We got to church and I prayed that the sermon would speak to him. It was amazing. I was so focused on what he could get out of it. It was based on ACTS 26:19. It was perfect. I thought he would take certain aspects of it and apply it a certain way. I was so excited to hear what he took from it. I was praying that he was listening and having an open heart. I was so nervous.
We got in the car and I asked him how he liked it. He comments on how the congregation was a younger crowd and he liked that. That was the extent of the conversation. Then we ended up putting Hayden down for a nap and we decided to take one ourselves. I was dying to ask him more. So we were laying in bed and the question came out of my mouth before I could stop it.
"Did you get anything from the service?"
I was hoping but preparing myself that he wouldn't say anything near "yes, I want to walk with the Lord. I was hoping he would say
something in that direction. In the direction of wanting to start to have a relationship with Jesus.
His response completely left me baffled. Like literally I am 100% positive my mouth was open for a good 5 seconds with a dumbfounded look on my face.
He says, "Yes, you probably aren't going to like what I have to say" <-
This made my heart drop and my stomach turn. Thinking he was going to continue to tell me "church isn't for me" or " I think these people are weird Jesus lovers".
Nope. He continues to surprise me. He said "I need to make things right with my father. The lord is telling me to do this." You would have to know the background to get the full effect that this would have on me.
I resent his father.

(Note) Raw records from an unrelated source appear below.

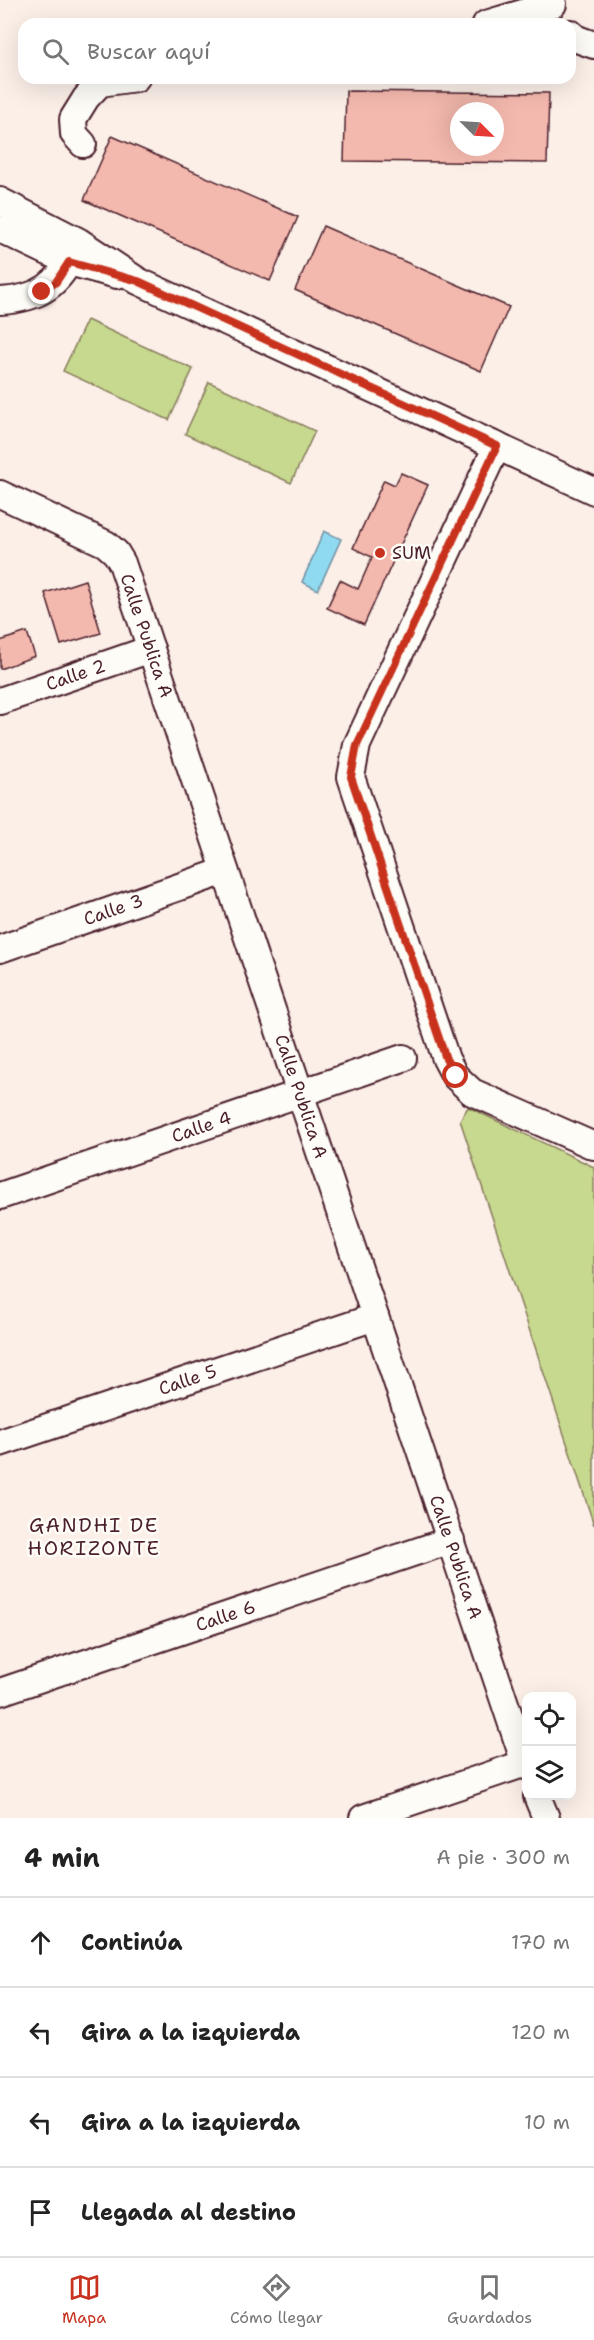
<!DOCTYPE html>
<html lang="es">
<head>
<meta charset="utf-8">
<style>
	:root { --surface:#fff; --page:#f6f6f6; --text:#222; --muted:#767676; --line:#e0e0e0; --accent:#c8321e }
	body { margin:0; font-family:"Shantell Sans",sans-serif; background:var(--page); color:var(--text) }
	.controls { position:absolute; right:18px; bottom:18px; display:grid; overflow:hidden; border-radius:12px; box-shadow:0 6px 24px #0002 }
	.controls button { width:54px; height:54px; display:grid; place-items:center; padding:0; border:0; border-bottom:2px solid var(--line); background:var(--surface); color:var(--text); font:30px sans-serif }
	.compass { position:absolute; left:450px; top:102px; width:54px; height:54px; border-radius:50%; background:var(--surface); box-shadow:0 6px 24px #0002; rotate:114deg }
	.stop { position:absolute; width:18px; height:18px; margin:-14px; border:4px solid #c8321e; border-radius:50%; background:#fff }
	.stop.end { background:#c8321e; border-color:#fff; box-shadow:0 2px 6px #0008 }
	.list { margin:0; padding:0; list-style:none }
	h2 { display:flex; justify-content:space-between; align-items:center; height:78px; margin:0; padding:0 24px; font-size:26px }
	h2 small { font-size:20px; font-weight:400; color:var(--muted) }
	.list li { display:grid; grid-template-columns:39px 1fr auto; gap:18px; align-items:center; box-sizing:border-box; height:90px; padding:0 24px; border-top:2px solid var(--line) }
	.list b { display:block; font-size:22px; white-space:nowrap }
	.list em { font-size:20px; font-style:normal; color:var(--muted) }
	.icon { flex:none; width:33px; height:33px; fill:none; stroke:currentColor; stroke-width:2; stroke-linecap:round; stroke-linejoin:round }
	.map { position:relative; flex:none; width:594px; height:1818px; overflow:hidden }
	.search { position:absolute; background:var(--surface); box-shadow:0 6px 24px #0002; left:18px; right:18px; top:18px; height:66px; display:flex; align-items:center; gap:15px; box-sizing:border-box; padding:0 21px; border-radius:18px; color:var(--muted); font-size:22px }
	.sheet { height:438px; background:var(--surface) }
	nav { display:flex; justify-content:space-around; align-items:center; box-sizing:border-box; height:84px; border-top:2px solid var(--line); background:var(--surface); font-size:16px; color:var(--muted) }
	nav a { display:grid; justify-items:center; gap:3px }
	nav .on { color:var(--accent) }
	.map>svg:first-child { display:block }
</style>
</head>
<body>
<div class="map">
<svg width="594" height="1818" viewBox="0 0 594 1818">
	<rect width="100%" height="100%" fill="#fbefe8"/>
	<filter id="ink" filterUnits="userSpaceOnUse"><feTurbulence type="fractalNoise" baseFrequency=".0167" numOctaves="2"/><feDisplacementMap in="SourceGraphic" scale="12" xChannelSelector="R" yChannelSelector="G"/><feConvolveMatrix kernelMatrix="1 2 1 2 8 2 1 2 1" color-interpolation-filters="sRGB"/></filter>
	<g filter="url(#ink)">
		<path fill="#c6d98e" stroke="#887c5c" stroke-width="1.5" d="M87,320L193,369L169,420L63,371Z
			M209,382L315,431L291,483L185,434Z
			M468,1107L594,1167V1525L460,1120Z"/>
		<path fill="#8fdaf0" stroke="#738fa1" stroke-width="1.5" d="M324,531L341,539L318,590L302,582Z"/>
		<path fill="#f4b9ae" stroke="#4a1f2b" stroke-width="1.5" fill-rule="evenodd" d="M346,91L549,93L547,163L344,161ZM459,111H495V147H459Z
			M112,136L298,217L270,281L84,200Z
			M323,226L509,307L481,371L295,290Z
			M401,473L428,485L364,625L327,608L340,580L358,589L372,557L353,548L384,480L395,485Z
			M85,580L101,633L61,645L45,593Z
			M27,632L35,656L0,669V641Z"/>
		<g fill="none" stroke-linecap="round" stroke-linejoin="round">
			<defs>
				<g id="minor">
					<path d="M486,24L553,4"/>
					<path d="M570,33L577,39L594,45"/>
					<path d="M83,144L74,134L73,119L86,98L100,83L136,78"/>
					<path d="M0,201L78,241L138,281L594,491"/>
					<path d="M0,229L69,262L117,275"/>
					<path d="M0,301C39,299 60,285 75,249"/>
					<path d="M497,446L357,745L351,777L446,1059L455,1076L472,1092L594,1146"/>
					<path id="s1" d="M0,494L106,544L116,553L122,563L526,1766"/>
					<path id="s2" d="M0,701L151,649"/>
					<path id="s3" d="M0,949L225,871"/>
					<path id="s4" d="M0,1196L403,1058"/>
					<path id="s5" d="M0,1443L375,1317"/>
					<path id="s6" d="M0,1692L451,1540"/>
					<path d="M537,1796L546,1818"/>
					<path d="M363,1818L526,1763"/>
				</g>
			</defs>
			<use href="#minor" stroke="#4a1f2b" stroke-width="30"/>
			<use href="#minor" stroke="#fdfcf7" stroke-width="26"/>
		</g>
	</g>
	<g fill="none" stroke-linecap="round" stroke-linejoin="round" filter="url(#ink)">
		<path stroke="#c8321e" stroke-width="8" d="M42,292L56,282L69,262L138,281L497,446L357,745L351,777L446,1059L456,1076"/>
	</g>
	<circle fill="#c8321e" stroke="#fdfcf7" stroke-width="2" cx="380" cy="553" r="6"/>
	<g text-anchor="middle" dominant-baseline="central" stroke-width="5" stroke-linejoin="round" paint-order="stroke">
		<g font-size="18" fill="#4a1f2b" stroke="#fdfcf7" text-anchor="start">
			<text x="392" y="553">SUM</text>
		</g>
		<g font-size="18" fill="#4a1f2b" stroke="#fdfcf7">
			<text stroke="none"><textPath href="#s1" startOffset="219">Calle Publica A</textPath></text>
			<text stroke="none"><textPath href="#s2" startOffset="80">Calle 2</textPath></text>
			<text stroke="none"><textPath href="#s3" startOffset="120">Calle 3</textPath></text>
			<text stroke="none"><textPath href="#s1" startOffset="705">Calle Publica A</textPath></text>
			<text stroke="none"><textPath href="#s4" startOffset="213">Calle 4</textPath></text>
			<text stroke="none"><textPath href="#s5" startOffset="198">Calle 5</textPath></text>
			<text stroke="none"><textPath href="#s1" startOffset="1191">Calle Publica A</textPath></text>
			<text stroke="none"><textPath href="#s6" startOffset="238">Calle 6</textPath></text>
		</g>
		<g font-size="20" letter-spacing="1.5" fill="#4a1f2b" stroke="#fdfcf7">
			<text x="94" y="1525">GANDHI DE<tspan x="94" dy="23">HORIZONTE</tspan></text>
		</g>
	</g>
</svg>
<div class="controls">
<button><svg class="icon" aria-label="locate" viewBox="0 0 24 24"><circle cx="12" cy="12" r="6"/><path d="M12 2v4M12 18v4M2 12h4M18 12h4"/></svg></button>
<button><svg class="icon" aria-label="layers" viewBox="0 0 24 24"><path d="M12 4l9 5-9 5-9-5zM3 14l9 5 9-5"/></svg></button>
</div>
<svg class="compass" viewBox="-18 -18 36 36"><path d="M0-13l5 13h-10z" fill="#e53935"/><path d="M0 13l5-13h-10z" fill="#767676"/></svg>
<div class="stop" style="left:456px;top:1076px"></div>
<div class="stop end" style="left:42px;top:292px"></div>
<div class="search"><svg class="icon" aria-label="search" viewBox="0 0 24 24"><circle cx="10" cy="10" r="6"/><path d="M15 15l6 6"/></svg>Buscar aquí</div>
</div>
<section class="sheet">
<h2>4 min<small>A pie · 300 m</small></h2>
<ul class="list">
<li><svg class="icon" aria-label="ahead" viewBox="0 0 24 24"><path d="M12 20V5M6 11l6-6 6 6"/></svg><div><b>Continúa</b></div><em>170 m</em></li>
<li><svg class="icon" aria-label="left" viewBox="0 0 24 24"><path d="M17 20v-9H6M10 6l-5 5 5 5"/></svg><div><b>Gira a la izquierda</b></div><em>120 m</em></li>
<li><svg class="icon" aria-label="left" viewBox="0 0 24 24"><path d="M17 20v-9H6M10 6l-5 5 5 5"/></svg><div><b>Gira a la izquierda</b></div><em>10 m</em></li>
<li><svg class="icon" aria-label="arrive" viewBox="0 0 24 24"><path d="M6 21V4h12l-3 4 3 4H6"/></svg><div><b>Llegada al destino</b></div></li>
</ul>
</section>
<nav>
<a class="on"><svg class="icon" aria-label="map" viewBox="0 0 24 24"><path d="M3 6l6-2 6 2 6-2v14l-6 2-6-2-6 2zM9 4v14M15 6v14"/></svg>Mapa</a>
<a><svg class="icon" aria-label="directions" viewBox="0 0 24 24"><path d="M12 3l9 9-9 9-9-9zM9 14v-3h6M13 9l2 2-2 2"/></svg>Cómo llegar</a>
<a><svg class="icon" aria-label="saved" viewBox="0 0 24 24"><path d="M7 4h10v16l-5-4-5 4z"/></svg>Guardados</a>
</nav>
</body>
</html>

I have so much hate for his father.
I am still trying to be the good Christian I claim to be and let go of everything. It's been hard. Really really
really hard. I have prayed so much for his dad and it seems to do nothing.
Garit continues to related the verses that the pastor read to the reasoning as to why he needs to make things right. I was baffled. He was right. I didn't like what he had to say. I actually replied negatively towards him at first. I asked him, offended, if he was mocking me. Mocking my religion. This was so out of left field. I was waiting for a "haha got you!"
He was dead serious.
He got more from the service than I ever thought he would get from it. I was so shocked.
He wants to talk to his father and make things right. Once the shock wore off, my hate towards his dad turned to hope. If I could lead Garit to the Lord and this is what he got from the first service, there has to be hope for his dad, right?
This isn't to say that things will be fixed between his father and him- or their companies, but it's a start. An amazing start that was kicked off by church. I can't have a negative view on this. The more I threw the idea around in my head and replayed what Garit said and how passionate he was with what the Lord said to him, the more I opened my heart and encouraged him.
I am so proud of him for taking the steps to try and make things better. He is doing Jesus would do. The lord is guiding him and he is listening and ready to take action. I am so blessed and proud to have him by my side.
I am still deathly afraid that Garit will be hurt again. He has experienced so much hurt over the past three years from his father's actions and hurtful words. I would also hate to see him not get the results he wishes for and in turn, hold it against Lord and push away.
All I can do is pray. Sunday was an amazing day. We had a great weekend.